### Requirement
Lines from the one containing "For a GIS import: Dump" through the end of the entries below: set them down exactly, both ends included, with nothing added.

(Stored data entries)
- - - - -
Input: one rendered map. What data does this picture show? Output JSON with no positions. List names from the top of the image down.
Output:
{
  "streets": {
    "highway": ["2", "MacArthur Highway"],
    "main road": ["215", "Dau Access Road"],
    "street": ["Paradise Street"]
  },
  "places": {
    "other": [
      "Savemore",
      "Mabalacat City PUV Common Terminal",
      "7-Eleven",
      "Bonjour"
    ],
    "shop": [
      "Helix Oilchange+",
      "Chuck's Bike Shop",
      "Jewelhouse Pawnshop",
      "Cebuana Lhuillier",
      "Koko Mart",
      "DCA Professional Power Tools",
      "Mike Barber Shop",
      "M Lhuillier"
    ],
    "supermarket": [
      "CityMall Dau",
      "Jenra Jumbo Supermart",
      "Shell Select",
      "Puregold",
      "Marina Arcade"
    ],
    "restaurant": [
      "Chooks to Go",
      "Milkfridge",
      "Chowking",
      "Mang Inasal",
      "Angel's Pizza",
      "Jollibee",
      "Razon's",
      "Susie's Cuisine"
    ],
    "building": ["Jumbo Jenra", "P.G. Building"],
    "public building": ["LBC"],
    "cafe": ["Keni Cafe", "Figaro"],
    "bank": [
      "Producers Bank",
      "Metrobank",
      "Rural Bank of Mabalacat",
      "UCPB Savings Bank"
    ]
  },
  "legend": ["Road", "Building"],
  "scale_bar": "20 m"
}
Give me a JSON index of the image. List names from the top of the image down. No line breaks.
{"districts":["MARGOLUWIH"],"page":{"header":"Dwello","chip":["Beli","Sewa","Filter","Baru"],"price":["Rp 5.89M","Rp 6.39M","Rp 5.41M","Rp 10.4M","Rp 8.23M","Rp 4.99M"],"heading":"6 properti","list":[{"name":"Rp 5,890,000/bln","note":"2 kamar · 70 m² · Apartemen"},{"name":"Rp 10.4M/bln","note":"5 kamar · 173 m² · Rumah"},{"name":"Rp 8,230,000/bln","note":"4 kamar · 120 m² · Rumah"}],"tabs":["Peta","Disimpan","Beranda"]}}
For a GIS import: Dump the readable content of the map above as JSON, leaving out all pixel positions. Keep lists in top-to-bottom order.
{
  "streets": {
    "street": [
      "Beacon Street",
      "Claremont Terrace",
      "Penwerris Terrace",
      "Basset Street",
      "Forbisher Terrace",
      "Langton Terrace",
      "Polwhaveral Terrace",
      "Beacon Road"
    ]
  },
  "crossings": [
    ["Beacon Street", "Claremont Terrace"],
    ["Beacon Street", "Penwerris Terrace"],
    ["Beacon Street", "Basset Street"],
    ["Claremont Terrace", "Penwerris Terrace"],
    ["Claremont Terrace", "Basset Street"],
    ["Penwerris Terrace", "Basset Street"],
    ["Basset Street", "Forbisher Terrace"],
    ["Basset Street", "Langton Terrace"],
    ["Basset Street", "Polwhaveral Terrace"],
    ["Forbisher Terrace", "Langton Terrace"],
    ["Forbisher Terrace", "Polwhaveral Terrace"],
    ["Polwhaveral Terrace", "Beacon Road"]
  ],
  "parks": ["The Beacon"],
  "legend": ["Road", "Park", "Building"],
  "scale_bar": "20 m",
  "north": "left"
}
- - - - -
### Answer box
For a GIS import: Dump the readable content of the map above as JSON, leaving out all pixel positions. Keep lists in top-to-bottom order.
{
  "streets": {
    "street": [
      "Beacon Street",
      "Claremont Terrace",
      "Penwerris Terrace",
      "Basset Street",
      "Forbisher Terrace",
      "Langton Terrace",
      "Polwhaveral Terrace",
      "Beacon Road"
    ]
  },
  "crossings": [
    ["Beacon Street", "Claremont Terrace"],
    ["Beacon Street", "Penwerris Terrace"],
    ["Beacon Street", "Basset Street"],
    ["Claremont Terrace", "Penwerris Terrace"],
    ["Claremont Terrace", "Basset Street"],
    ["Penwerris Terrace", "Basset Street"],
    ["Basset Street", "Forbisher Terrace"],
    ["Basset Street", "Langton Terrace"],
    ["Basset Street", "Polwhaveral Terrace"],
    ["Forbisher Terrace", "Langton Terrace"],
    ["Forbisher Terrace", "Polwhaveral Terrace"],
    ["Polwhaveral Terrace", "Beacon Road"]
  ],
  "parks": ["The Beacon"],
  "legend": ["Road", "Park", "Building"],
  "scale_bar": "20 m",
  "north": "left"
}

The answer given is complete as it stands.